"My darling," she said, with a certain hesitation, "I will gladly have them if you wish it—only you remember what happened long ago when Helen was here last?"
"Yes, I know, I was afraid you would think of that. But you can put that aside. Helen's not the smallest recollection of it. She told me so this afternoon."
"Told you so?" Katherine repeated.
"Yes," he said. "It was awfully sweet of her. Evidently she'd been bullied about her unseemly behaviour when she was small, till you, and I, and Brockhurst, had been made into a perfect bugbear. She's quite amusingly afraid of you still. But she's no notion what really happened. Of course she can't have, or she could not have mentioned the subject to me." Richard shrugged his shoulders. "Obviously it would have been impossible."
There was a pause. Lady Calmady rose. The young man spoke with conviction, yet her anxiety was not altogether allayed.
"Impossible," he repeated. "Pretty mother don't disquiet yourself. Trust me. To tell you the truth I have felt to-day—is it very foolish?—that I should like some one of my own age for a little while, as—don't you know—a playfellow."
Katherine bent down and kissed him. But mother-love is not, even in its most self-sacrificing expression, without torments of jealousy.
"My dear, you shall have your playfellow," she said, though conscious of a tightening of the muscles of her beautiful throat. "Good-night.
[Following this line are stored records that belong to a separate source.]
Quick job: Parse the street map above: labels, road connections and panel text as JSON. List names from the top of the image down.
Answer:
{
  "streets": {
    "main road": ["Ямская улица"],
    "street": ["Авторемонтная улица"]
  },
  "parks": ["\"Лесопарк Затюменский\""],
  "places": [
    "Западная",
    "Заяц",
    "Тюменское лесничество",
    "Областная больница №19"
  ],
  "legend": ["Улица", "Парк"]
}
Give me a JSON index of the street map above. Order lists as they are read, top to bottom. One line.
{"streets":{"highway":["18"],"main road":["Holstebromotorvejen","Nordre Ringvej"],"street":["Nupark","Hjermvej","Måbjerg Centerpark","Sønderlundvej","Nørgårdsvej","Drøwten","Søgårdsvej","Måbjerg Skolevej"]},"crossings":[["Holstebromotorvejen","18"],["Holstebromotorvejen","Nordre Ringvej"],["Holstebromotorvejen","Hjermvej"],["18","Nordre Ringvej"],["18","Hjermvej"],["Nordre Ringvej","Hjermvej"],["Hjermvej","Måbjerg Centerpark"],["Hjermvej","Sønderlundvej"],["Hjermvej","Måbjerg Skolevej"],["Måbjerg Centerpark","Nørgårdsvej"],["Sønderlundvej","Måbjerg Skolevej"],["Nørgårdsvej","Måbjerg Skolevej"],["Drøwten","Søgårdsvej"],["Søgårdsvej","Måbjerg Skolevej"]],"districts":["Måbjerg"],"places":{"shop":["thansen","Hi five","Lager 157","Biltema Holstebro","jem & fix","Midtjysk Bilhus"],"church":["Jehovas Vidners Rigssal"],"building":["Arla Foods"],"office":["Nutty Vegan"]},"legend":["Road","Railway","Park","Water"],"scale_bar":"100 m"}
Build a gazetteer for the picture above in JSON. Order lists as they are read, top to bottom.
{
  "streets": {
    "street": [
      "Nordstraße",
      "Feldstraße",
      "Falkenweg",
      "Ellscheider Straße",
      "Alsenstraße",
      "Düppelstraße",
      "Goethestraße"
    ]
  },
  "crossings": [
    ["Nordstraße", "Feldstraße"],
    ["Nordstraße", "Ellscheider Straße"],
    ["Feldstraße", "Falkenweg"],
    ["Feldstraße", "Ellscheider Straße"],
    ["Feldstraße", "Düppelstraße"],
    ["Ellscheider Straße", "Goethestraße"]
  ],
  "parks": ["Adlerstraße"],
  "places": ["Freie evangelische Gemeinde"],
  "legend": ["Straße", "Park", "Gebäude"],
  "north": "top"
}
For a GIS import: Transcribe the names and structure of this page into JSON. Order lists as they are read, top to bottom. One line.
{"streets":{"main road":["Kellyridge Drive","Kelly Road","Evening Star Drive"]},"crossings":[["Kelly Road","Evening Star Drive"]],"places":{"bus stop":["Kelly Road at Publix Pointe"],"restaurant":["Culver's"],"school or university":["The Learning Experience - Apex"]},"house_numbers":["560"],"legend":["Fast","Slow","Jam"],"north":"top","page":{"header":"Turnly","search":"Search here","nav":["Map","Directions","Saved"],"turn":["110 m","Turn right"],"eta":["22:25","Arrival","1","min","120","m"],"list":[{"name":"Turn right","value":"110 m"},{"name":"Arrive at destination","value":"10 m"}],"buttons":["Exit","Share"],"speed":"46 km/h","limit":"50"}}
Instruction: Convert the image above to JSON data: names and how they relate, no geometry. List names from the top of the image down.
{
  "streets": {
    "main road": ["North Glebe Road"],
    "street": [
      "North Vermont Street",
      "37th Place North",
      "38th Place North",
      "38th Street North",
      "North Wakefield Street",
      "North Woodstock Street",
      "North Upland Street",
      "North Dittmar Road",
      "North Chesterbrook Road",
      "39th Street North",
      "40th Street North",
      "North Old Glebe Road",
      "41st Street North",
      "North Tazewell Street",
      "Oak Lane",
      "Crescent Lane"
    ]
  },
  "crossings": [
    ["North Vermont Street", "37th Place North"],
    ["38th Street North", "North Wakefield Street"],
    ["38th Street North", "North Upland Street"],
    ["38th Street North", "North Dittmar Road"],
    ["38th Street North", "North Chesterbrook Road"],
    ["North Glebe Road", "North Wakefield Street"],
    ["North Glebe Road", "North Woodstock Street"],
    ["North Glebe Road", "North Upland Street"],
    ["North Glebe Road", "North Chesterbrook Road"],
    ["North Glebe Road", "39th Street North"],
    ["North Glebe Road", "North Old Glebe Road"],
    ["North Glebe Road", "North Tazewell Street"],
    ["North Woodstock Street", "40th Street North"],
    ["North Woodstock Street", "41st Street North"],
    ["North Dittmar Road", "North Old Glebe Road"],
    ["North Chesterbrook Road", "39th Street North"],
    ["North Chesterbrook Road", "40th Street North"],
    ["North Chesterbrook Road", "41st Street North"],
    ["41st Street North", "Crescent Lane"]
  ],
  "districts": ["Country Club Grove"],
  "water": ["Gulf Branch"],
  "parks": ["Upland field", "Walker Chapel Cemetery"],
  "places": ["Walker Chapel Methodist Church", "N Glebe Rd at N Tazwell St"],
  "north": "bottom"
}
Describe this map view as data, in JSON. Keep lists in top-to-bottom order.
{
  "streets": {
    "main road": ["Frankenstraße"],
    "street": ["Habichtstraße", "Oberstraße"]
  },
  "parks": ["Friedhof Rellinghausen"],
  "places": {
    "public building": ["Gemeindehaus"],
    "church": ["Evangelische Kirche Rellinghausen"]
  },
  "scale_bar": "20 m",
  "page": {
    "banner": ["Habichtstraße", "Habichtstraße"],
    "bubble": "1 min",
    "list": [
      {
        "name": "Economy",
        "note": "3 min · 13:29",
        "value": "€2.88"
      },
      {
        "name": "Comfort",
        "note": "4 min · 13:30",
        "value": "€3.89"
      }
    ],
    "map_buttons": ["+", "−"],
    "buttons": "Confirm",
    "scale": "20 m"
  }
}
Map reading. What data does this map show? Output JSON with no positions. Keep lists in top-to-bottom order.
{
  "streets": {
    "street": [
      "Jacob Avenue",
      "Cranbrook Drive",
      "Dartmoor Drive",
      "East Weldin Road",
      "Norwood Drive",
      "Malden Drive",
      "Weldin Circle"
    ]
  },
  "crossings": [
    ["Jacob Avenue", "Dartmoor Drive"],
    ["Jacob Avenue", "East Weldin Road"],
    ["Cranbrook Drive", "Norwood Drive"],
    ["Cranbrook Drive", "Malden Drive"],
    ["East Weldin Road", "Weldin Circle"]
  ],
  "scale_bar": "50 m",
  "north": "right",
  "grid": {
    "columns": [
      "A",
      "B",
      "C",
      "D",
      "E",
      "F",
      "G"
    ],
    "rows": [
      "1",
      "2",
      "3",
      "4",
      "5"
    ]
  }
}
Sleep well."
She went out, closing the door behind her. The perspective of the dimly-lighted corridor, and the great hall beyond, struck her as rather sadly lifeless and silent. What wonder, indeed, that Richard should ask for a companion, for something young! Love made her selfish and cowardly she feared. She should have thought of this before. She turned back, again opening the Gun-Room door.
Richard had raised himself. He stood on the seat of the chair, steadying himself by one hand on the chair-back, while with the other he pulled the rug from beneath the sleepy bull-dog.